Further, the competitive game types include: shooting games, instant strategy games, and card games.
Further, in step S2 or S3, besides using the baseline indicator to see the fluctuation of the competition data of the players, the TrueSkill algorithm can be used to obtain the fighting force value of each team by combining the historical fighting performances of the electric competition players and the teams; predicting the match by using the fighting force value to obtain the probability of winning two teams; the winning rate is higher than fifty percent, but the competition is lost, the abnormal record is recorded, and the deep analysis competition is triggered.
Further, in step S1, in addition to the game play internal data index, the identification of off-board data abnormality characteristics is included.
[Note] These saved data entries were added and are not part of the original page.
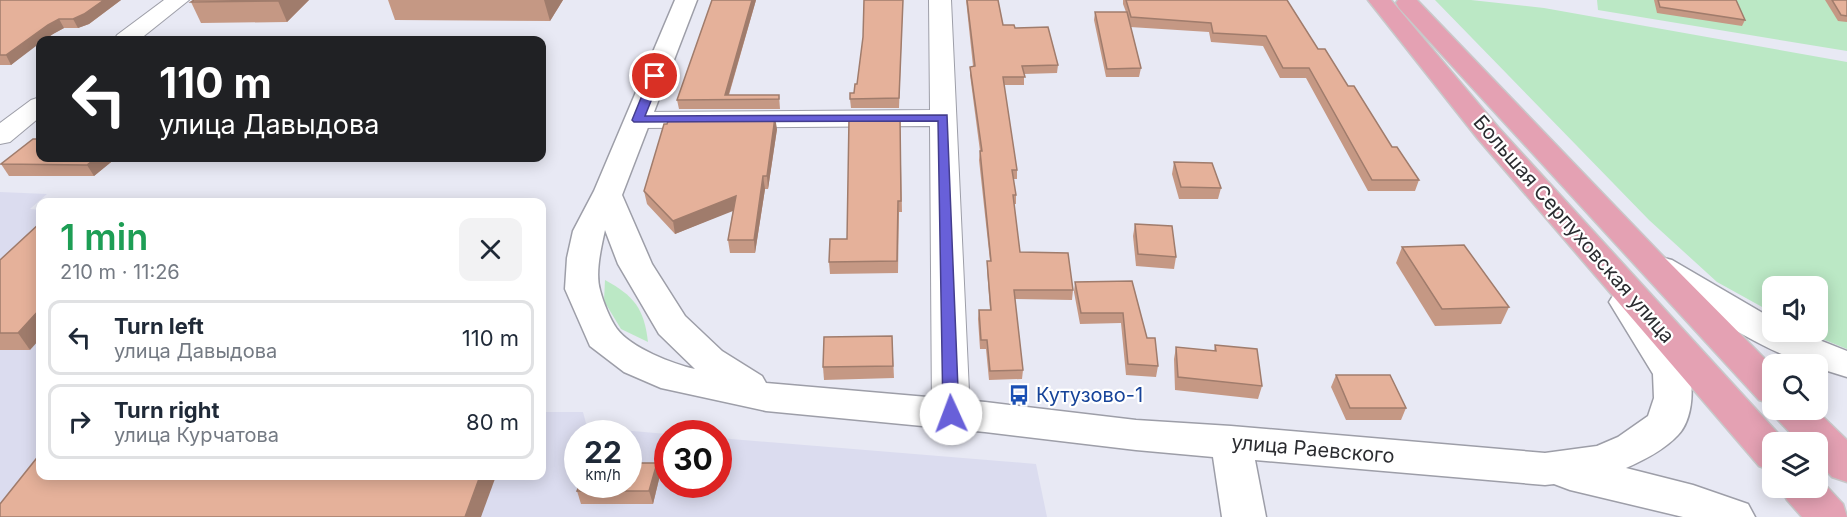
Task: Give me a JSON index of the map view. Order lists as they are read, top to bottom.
{
  "streets": {
    "main road": ["Большая Серпуховская улица"],
    "street": ["улица Раевского"]
  },
  "crossings": [
    ["Большая Серпуховская улица", "улица Раевского"]
  ],
  "places": {
    "bus stop": ["Кутузово-1"]
  },
  "page": {
    "turn": ["110 m", "улица Давыдова"],
    "heading": ["1 min", "210 m · 11:26"],
    "list": [
      {
        "name": "Turn left",
        "note": "улица Давыдова",
        "value": "110 m"
      },
      {
        "name": "Turn right",
        "note": "улица Курчатова",
        "value": "80 m"
      }
    ],
    "speed": "22 km/h",
    "limit": "30"
  }
}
Further, in step S1, in addition to the data index inside the game match, the method also includes acquiring the data characteristic of the game by means of image processing technology; image processing techniques include framing services and recognition processes.
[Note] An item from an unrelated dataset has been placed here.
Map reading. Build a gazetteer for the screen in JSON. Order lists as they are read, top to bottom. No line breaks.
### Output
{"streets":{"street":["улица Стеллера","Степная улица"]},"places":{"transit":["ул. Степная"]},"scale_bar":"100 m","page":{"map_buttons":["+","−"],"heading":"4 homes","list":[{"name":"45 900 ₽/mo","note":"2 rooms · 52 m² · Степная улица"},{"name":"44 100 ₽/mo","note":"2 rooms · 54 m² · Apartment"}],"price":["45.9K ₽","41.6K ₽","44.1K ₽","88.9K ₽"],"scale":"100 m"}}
Further, the offsite data includes physical characteristics, expressions, and behavior data of the competitive player.
Further, the selection of each time period in step S3 includes: before, during and after the competitive match.
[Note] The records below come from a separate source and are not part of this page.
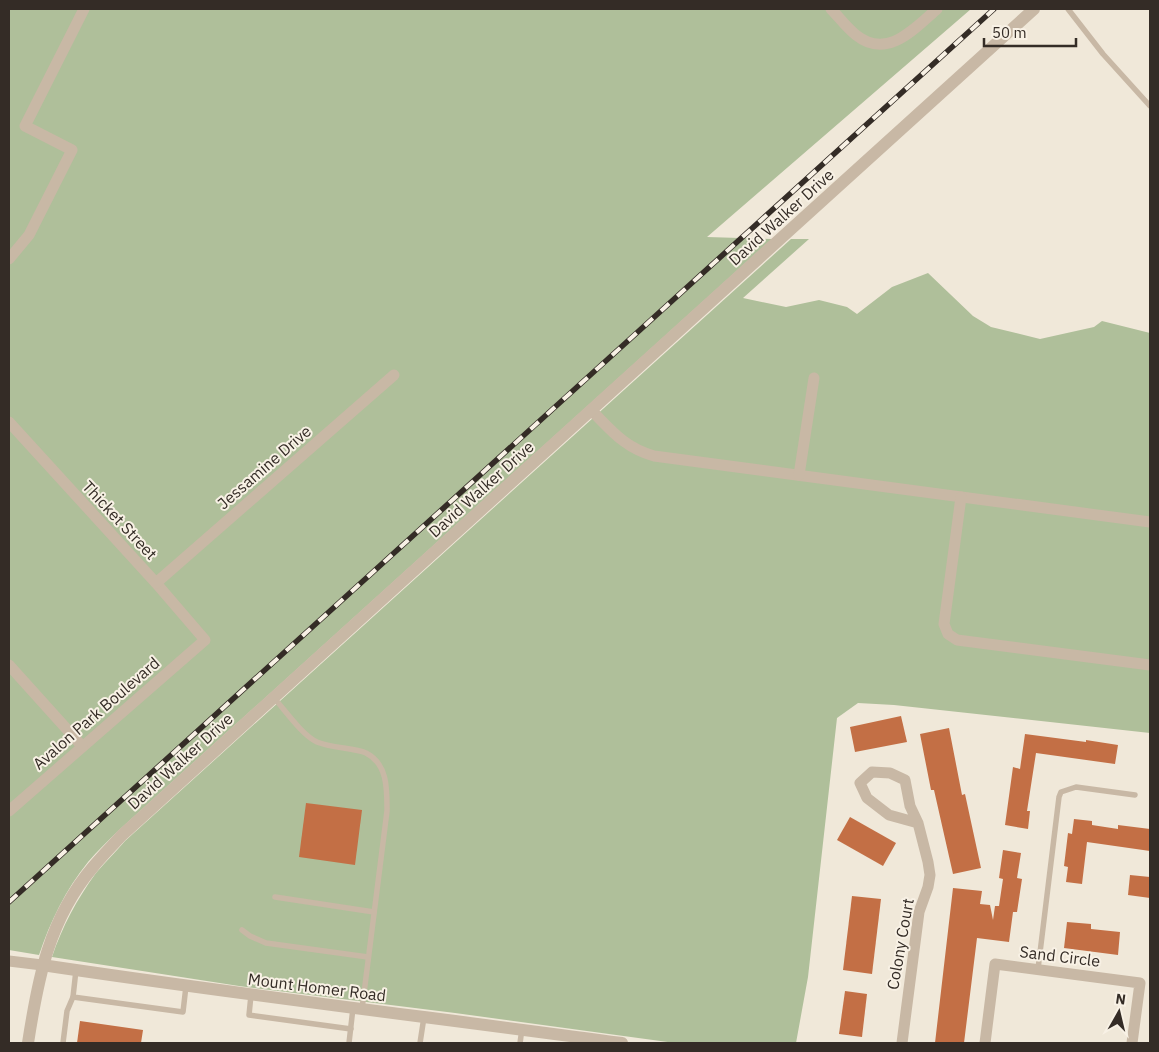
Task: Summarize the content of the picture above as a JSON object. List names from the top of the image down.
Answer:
{
  "streets": {
    "street": [
      "David Walker Drive",
      "Jessamine Drive",
      "Thicket Street",
      "Avalon Park Boulevard",
      "Colony Court",
      "Sand Circle",
      "Mount Homer Road"
    ]
  },
  "crossings": [
    ["David Walker Drive", "Mount Homer Road"],
    ["Jessamine Drive", "Thicket Street"],
    ["Thicket Street", "Avalon Park Boulevard"]
  ],
  "scale_bar": "50 m",
  "north": "top"
}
Further, the off-site data also comprises the data of the disk mouth of the game which is opened out, and public sentiment data of microblogs and related communities.
Further, step S5 is included, if the index of the game match data deviates from the baseline, a warning is issued to notify the monitoring personnel.
A storage medium for detecting electronic competitive false matches or cheating behaviors stores executable instructions for causing a processor to execute the executable instructions to realize the method for detecting the electronic competitive false matches or the cheating behaviors.
Compared with the prior art, the invention can bring the following technical effects:
1. identifying abnormal behaviors of players or participants in the game to finish the discrimination of the fake match or the cheating behavior;
2. the method comprises the steps that players or participants change around a base line within a certain time range, and cheating in the game is detected by using the characteristic;
3. different baseline models are set for detection, and in order to improve the success rate of identification, auxiliary detection can be performed by means of historical data, public opinion data and off-site data.
Drawings
The accompanying drawings, which are incorporated in and constitute a part of this specification, are included to provide a further understanding of the invention and to enable other features, objects and advantages of the invention to be more fully apparent. The drawings and their description illustrate the invention by way of example and are not intended to limit the invention. In the drawings:
FIG. 1 is a flow chart of a method of electronic competition fraud or cheating action detection of the present invention;
FIG. 2 is a schematic diagram of an embodiment of detecting different baseline indicators of a method for detecting a fraud or cheating behavior in an electronic competition according to the present invention;
FIG. 3 is a schematic diagram of a technical framework of a method for detecting a fraud or cheating behavior in an electronic competition according to the present invention;
fig. 4 is a schematic diagram of an image processing technical framework of a method for detecting a cheating behavior or a competition in an electronic competition according to the present invention.
Detailed Description
In order to make the technical solutions of the present invention better understood, the technical solutions in the embodiments of the present invention will be clearly and completely described below with reference to the drawings in the embodiments of the present invention, and it is obvious that the described embodiments are only a part of the embodiments of the present invention, and not all of the embodiments. All other embodiments, which can be derived by a person skilled in the art from the embodiments given herein without making any creative effort, shall fall within the protection scope of the present invention.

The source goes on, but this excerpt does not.